_SOURCE DATA_:
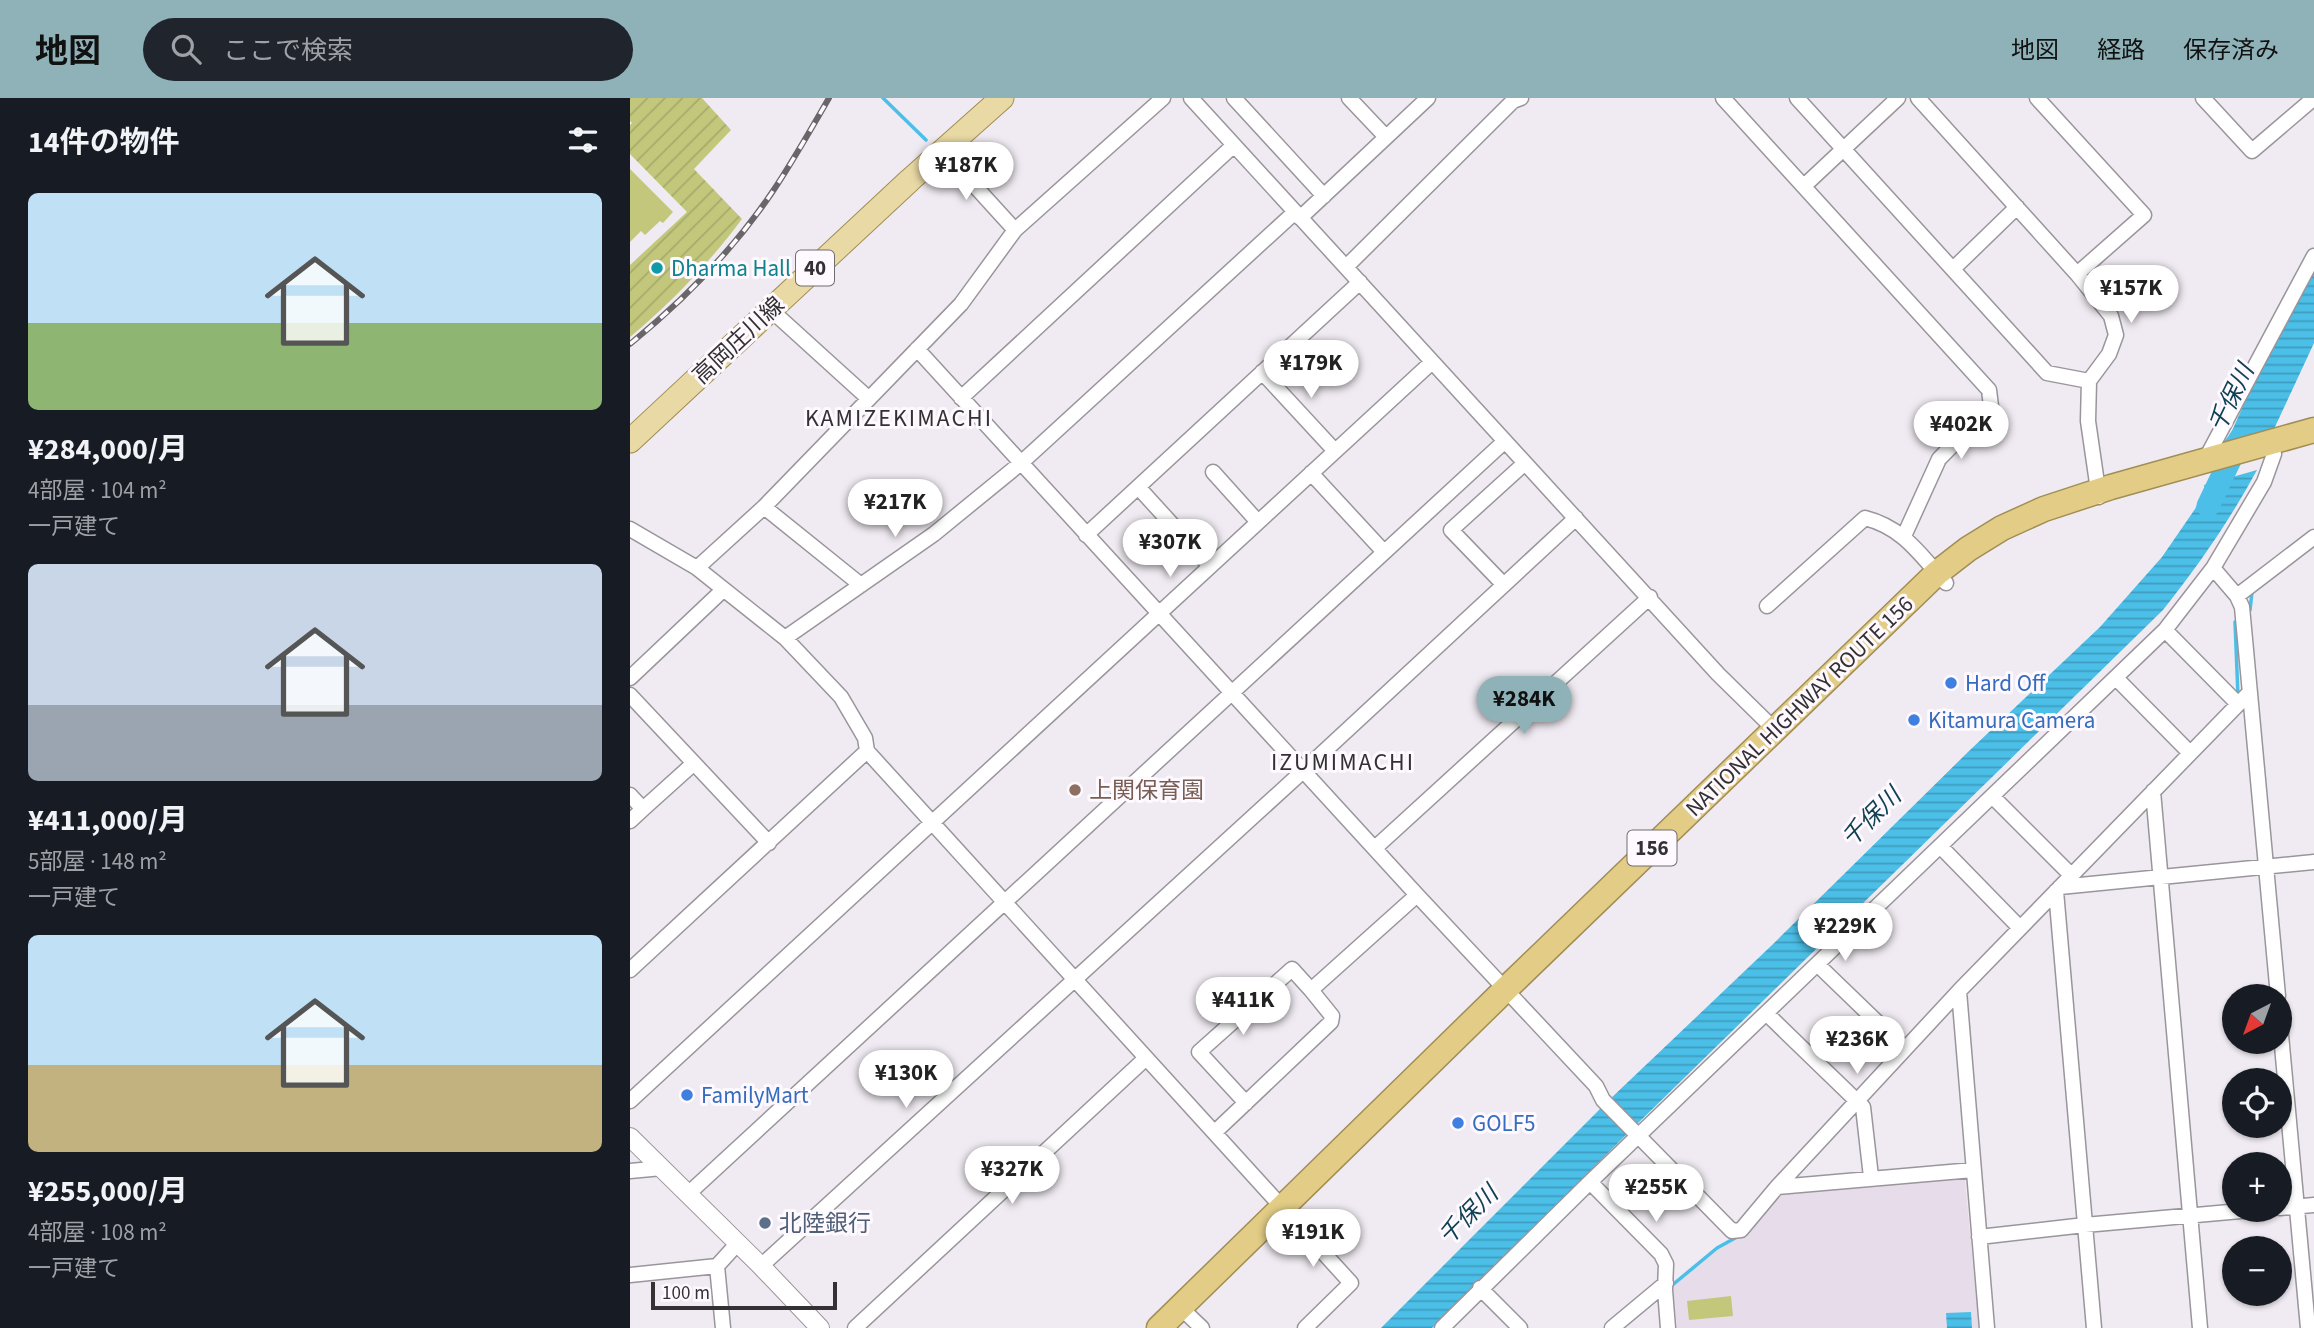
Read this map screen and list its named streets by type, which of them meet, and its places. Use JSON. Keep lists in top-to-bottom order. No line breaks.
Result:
{"streets":{"highway":["NATIONAL HIGHWAY ROUTE 156","156"],"main road":["40","高岡庄川線"]},"districts":["KAMIZEKIMACHI","IZUMIMACHI"],"water":["千保川"],"places":["Dharma Hall","Hard Off","Kitamura Camera","上関保育園","FamilyMart","GOLF5","北陸銀行"],"scale_bar":"100 m","north":"bottom left","page":{"header":"地図","search":"ここで検索","nav":["地図","経路","保存済み"],"heading":"14件の物件","price":["¥187K","¥157K","¥179K","¥402K","¥217K","¥307K","¥284K","¥229K","¥411K","¥236K","¥130K","¥327K","¥255K","¥191K"],"list":[{"name":"¥284,000/月","note":"4部屋 · 104 m² · 一戸建て"},{"name":"¥411,000/月","note":"5部屋 · 148 m² · 一戸建て"},{"name":"¥255,000/月","note":"4部屋 · 108 m² · 一戸建て"}],"map_buttons":["+","−"],"scale":"100 m"}}
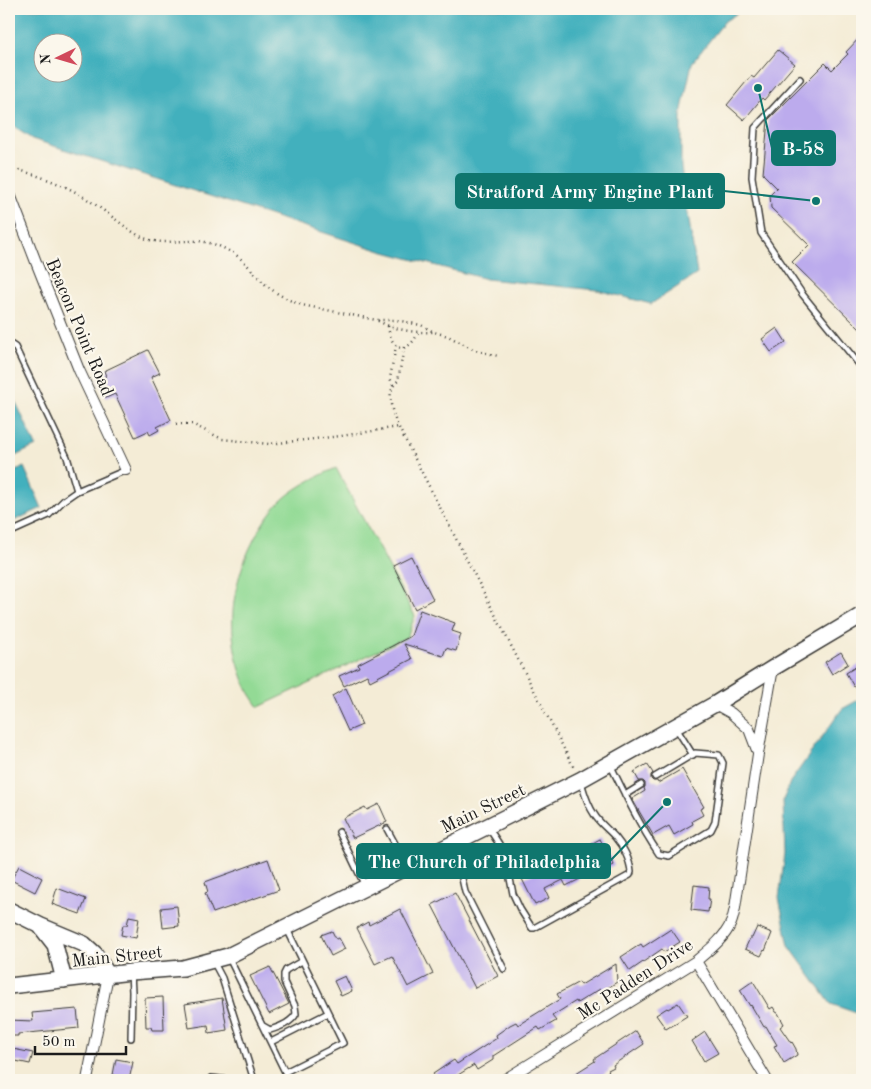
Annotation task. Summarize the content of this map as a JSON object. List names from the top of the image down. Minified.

_HOW TO COMPLETE THIS TASK_: Leave out the pictures, then return every line of the data exactly.

_SOLUTION FOR THIS TASK_:
Read this map screen and list its named streets by type, which of them meet, and its places. Use JSON. Keep lists in top-to-bottom order. No line breaks.
Result:
{"streets":{"highway":["NATIONAL HIGHWAY ROUTE 156","156"],"main road":["40","高岡庄川線"]},"districts":["KAMIZEKIMACHI","IZUMIMACHI"],"water":["千保川"],"places":["Dharma Hall","Hard Off","Kitamura Camera","上関保育園","FamilyMart","GOLF5","北陸銀行"],"scale_bar":"100 m","north":"bottom left","page":{"header":"地図","search":"ここで検索","nav":["地図","経路","保存済み"],"heading":"14件の物件","price":["¥187K","¥157K","¥179K","¥402K","¥217K","¥307K","¥284K","¥229K","¥411K","¥236K","¥130K","¥327K","¥255K","¥191K"],"list":[{"name":"¥284,000/月","note":"4部屋 · 104 m² · 一戸建て"},{"name":"¥411,000/月","note":"5部屋 · 148 m² · 一戸建て"},{"name":"¥255,000/月","note":"4部屋 · 108 m² · 一戸建て"}],"map_buttons":["+","−"],"scale":"100 m"}}
Annotation task. Summarize the content of this map as a JSON object. List names from the top of the image down. Minified.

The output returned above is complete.